(Saved entries)
^^^^

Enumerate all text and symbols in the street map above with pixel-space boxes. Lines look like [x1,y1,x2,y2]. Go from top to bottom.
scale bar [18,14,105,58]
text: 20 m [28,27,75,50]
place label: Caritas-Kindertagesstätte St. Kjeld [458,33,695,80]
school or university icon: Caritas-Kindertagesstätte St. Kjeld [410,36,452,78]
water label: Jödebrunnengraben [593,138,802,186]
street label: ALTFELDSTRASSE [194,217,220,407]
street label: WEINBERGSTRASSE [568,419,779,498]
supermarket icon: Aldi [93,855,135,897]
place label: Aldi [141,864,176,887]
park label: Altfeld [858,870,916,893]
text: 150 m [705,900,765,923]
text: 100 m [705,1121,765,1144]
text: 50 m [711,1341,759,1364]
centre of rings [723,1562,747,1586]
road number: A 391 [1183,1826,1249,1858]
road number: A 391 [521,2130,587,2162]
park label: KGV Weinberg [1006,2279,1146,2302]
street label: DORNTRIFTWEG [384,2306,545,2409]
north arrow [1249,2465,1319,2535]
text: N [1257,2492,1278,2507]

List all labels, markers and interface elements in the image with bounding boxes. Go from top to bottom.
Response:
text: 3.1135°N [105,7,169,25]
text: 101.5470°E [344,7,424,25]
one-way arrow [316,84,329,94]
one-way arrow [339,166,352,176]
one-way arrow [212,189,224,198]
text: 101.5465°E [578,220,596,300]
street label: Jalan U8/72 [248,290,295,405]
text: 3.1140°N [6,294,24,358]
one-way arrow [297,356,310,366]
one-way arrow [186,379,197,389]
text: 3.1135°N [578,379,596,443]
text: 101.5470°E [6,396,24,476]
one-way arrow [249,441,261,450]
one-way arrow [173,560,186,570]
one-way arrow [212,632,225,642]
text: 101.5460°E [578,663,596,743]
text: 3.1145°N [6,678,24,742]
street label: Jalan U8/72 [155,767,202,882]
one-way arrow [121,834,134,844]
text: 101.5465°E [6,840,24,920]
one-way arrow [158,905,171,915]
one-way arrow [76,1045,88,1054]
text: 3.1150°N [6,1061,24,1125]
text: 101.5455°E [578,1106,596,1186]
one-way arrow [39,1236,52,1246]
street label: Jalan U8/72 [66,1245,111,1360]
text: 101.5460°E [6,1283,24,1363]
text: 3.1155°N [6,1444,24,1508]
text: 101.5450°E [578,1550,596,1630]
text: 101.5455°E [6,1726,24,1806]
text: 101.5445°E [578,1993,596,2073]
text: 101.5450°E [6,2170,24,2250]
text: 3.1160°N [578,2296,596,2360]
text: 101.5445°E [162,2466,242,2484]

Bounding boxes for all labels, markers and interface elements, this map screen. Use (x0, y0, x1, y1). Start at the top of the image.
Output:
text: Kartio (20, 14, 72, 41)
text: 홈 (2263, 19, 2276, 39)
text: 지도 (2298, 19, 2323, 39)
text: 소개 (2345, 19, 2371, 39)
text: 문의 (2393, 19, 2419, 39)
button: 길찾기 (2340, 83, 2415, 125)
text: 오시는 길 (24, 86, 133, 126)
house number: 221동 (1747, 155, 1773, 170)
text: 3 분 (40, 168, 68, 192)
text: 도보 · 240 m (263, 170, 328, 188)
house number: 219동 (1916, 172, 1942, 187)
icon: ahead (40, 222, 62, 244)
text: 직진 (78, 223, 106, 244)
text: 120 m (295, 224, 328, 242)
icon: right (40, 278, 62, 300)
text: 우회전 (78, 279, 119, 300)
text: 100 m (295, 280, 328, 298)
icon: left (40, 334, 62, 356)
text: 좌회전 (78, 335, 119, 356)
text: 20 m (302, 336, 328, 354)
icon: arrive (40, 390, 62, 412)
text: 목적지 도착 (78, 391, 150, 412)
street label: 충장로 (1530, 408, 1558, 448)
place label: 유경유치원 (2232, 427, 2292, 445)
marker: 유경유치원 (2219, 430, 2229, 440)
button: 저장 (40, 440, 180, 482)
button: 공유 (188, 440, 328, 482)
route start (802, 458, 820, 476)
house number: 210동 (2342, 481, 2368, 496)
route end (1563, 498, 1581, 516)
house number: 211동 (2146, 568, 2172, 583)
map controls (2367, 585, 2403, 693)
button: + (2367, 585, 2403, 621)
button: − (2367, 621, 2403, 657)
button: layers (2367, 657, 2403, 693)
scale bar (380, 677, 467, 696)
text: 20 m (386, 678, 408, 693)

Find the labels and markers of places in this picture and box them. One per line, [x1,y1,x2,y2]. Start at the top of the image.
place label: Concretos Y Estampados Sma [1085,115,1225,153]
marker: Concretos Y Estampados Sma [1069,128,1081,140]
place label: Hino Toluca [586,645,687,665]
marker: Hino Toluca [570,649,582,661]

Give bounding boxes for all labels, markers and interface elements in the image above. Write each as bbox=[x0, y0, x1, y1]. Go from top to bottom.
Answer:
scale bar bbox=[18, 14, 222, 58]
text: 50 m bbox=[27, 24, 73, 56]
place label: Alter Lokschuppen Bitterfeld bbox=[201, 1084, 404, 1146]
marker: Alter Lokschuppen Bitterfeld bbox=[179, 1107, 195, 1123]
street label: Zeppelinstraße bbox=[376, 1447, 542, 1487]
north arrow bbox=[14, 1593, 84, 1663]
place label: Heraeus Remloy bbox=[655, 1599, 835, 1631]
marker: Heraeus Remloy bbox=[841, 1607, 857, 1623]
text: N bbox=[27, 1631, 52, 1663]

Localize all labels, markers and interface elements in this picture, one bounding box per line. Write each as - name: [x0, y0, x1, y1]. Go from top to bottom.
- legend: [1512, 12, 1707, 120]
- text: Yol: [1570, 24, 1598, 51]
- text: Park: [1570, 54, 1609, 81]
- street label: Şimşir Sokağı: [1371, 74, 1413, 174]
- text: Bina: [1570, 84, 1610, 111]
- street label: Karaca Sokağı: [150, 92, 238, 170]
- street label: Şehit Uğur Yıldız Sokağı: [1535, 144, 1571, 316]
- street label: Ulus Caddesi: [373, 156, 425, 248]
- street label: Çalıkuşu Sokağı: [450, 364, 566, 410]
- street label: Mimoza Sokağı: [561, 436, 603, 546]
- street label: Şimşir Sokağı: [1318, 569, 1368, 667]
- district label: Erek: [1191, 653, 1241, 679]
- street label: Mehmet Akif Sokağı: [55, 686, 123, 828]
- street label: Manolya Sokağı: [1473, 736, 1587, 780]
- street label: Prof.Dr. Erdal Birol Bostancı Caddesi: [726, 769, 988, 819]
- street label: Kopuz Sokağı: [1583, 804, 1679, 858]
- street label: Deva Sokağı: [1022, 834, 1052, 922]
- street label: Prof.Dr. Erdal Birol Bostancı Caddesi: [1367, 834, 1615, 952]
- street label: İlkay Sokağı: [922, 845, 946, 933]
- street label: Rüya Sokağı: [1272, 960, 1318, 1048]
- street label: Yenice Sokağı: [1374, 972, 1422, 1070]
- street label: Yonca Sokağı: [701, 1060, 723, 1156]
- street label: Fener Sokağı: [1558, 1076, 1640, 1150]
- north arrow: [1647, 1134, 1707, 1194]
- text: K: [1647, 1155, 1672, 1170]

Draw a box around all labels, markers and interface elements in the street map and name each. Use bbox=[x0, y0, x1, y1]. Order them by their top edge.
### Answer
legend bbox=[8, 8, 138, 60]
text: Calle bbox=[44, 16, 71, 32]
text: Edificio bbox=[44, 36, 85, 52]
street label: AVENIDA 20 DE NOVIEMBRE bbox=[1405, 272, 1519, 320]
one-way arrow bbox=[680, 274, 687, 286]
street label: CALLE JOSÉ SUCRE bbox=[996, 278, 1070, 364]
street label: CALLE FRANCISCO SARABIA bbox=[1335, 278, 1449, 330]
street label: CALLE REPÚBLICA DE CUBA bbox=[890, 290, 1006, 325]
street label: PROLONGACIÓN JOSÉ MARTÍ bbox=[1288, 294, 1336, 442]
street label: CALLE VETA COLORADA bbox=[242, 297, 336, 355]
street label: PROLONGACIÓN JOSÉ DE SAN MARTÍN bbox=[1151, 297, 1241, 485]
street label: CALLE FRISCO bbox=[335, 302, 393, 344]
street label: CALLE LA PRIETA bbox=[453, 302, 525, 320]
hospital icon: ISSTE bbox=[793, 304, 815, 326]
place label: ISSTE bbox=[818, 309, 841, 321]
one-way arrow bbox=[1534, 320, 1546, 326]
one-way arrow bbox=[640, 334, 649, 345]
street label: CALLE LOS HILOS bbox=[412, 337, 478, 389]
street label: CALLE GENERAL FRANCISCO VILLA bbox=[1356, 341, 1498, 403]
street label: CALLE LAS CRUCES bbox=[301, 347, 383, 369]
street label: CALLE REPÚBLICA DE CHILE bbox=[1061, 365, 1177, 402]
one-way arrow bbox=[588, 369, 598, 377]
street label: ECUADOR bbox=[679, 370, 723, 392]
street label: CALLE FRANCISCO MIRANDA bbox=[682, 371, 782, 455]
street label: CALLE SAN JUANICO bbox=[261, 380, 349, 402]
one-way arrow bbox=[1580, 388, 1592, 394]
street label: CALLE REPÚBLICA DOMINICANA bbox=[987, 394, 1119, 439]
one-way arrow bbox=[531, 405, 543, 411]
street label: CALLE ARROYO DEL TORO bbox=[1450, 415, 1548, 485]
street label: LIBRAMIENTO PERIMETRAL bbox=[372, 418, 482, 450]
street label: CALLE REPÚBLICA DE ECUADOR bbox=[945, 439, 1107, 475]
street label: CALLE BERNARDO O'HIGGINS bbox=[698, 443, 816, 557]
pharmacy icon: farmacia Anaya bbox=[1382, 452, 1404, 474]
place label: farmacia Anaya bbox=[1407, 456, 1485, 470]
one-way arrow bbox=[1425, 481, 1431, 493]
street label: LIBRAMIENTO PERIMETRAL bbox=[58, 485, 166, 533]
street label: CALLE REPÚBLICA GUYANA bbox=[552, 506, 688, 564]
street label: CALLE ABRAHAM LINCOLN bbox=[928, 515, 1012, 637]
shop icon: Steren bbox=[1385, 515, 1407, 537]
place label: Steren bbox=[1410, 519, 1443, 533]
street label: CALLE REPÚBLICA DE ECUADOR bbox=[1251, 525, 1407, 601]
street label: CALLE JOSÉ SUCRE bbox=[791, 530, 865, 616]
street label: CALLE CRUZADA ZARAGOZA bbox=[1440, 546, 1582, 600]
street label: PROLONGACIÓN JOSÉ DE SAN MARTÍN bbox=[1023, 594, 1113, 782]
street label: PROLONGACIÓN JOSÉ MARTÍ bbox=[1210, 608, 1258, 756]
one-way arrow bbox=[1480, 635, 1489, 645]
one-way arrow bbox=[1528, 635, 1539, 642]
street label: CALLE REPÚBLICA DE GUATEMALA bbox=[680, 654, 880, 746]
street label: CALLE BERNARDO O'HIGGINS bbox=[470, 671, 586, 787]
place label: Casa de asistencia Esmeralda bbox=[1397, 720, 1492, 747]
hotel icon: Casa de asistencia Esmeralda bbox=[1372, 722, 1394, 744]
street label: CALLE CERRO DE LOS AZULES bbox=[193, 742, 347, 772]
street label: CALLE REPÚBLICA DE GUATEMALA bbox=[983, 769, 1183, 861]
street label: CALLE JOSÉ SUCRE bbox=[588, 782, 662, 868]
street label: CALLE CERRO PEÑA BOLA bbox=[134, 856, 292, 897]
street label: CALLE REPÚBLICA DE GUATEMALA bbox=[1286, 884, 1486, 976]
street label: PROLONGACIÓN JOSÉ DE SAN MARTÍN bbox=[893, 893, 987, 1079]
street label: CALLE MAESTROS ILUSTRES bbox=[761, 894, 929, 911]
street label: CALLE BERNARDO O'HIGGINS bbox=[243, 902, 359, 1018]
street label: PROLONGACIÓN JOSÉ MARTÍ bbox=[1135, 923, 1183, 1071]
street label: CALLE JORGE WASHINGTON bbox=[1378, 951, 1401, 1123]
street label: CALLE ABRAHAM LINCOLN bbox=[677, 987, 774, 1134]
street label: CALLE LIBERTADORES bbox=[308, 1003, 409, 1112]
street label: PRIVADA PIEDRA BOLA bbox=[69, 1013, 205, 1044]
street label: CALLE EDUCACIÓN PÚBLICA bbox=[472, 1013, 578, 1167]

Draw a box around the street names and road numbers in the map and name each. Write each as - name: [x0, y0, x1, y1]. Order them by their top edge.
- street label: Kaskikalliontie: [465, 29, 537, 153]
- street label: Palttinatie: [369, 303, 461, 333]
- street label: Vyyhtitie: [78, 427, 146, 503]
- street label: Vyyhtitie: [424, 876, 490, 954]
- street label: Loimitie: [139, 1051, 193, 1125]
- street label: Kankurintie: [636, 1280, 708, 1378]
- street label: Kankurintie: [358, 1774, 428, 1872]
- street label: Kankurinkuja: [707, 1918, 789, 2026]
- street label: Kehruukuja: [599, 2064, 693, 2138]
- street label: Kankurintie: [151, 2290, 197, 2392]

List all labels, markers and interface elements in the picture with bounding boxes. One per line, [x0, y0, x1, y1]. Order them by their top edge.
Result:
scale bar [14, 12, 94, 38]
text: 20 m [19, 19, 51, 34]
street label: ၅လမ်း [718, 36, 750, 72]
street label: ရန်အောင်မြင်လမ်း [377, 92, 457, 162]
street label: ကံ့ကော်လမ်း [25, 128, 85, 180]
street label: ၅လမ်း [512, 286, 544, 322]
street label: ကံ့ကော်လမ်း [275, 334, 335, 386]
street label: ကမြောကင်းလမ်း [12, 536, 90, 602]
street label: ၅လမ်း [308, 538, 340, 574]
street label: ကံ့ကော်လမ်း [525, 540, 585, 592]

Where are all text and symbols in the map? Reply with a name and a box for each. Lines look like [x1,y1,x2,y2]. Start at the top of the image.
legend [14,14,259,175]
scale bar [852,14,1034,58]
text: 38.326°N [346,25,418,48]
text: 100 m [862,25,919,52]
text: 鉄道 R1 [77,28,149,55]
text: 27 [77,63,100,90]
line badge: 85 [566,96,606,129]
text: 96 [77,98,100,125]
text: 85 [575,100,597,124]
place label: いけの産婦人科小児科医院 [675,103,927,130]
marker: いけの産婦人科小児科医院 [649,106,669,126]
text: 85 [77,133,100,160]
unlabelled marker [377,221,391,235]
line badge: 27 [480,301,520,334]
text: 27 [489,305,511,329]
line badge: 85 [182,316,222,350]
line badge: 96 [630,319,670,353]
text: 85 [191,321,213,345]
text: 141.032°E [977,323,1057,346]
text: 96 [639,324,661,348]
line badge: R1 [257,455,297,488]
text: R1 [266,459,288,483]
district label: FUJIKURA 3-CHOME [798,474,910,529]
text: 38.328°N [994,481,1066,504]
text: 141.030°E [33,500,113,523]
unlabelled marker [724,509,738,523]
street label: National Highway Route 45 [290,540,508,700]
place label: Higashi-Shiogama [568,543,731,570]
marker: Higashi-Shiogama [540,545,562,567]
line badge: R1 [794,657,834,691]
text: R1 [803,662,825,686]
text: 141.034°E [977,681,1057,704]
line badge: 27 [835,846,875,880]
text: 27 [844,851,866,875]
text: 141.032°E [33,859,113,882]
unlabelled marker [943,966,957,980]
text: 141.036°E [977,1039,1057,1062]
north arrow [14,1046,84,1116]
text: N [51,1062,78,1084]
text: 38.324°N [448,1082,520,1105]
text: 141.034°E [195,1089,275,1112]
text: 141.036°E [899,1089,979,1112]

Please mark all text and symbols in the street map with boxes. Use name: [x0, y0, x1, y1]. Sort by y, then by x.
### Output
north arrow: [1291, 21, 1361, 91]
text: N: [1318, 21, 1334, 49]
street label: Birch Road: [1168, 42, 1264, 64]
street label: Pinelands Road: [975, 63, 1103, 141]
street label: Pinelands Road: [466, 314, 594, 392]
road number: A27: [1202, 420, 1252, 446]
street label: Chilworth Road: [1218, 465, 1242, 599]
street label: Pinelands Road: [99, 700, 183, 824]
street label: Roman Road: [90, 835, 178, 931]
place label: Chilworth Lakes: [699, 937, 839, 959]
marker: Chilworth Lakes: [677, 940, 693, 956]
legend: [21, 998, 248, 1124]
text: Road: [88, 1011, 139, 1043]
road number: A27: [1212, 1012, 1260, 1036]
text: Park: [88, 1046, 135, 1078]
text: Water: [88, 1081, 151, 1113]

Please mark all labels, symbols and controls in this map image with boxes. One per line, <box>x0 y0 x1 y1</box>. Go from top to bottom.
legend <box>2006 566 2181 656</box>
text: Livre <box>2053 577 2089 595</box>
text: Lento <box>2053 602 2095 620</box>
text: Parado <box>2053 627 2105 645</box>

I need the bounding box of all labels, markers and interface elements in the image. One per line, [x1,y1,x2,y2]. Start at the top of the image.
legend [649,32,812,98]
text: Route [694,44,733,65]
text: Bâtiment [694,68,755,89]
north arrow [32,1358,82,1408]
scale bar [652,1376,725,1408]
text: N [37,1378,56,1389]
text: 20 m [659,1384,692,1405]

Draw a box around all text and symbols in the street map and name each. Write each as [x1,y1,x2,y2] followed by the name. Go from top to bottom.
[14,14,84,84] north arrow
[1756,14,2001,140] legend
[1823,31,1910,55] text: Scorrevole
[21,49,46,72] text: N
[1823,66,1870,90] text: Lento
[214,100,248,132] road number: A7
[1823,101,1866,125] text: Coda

^^^^

#### [Problem]
What lines in the records above include the string "symbols"? Copy each one.

#### [Written answer]
Enumerate all text and symbols in the street map above with pixel-space boxes. Lines look like [x1,y1,x2,y2]. Go from top to bottom.
Where are all text and symbols in the map? Reply with a name and a box for each. Lines look like [x1,y1,x2,y2]. Start at the top of the image.
Please mark all text and symbols in the street map with boxes. Use name: [x0, y0, x1, y1]. Sort by y, then by x.
Please mark all labels, symbols and controls in this map image with boxes. One per line, <box>x0 y0 x1 y1</box>. Go from top to bottom.
Draw a box around all text and symbols in the street map and name each. Write each as [x1,y1,x2,y2] followed by the name. Go from top to bottom.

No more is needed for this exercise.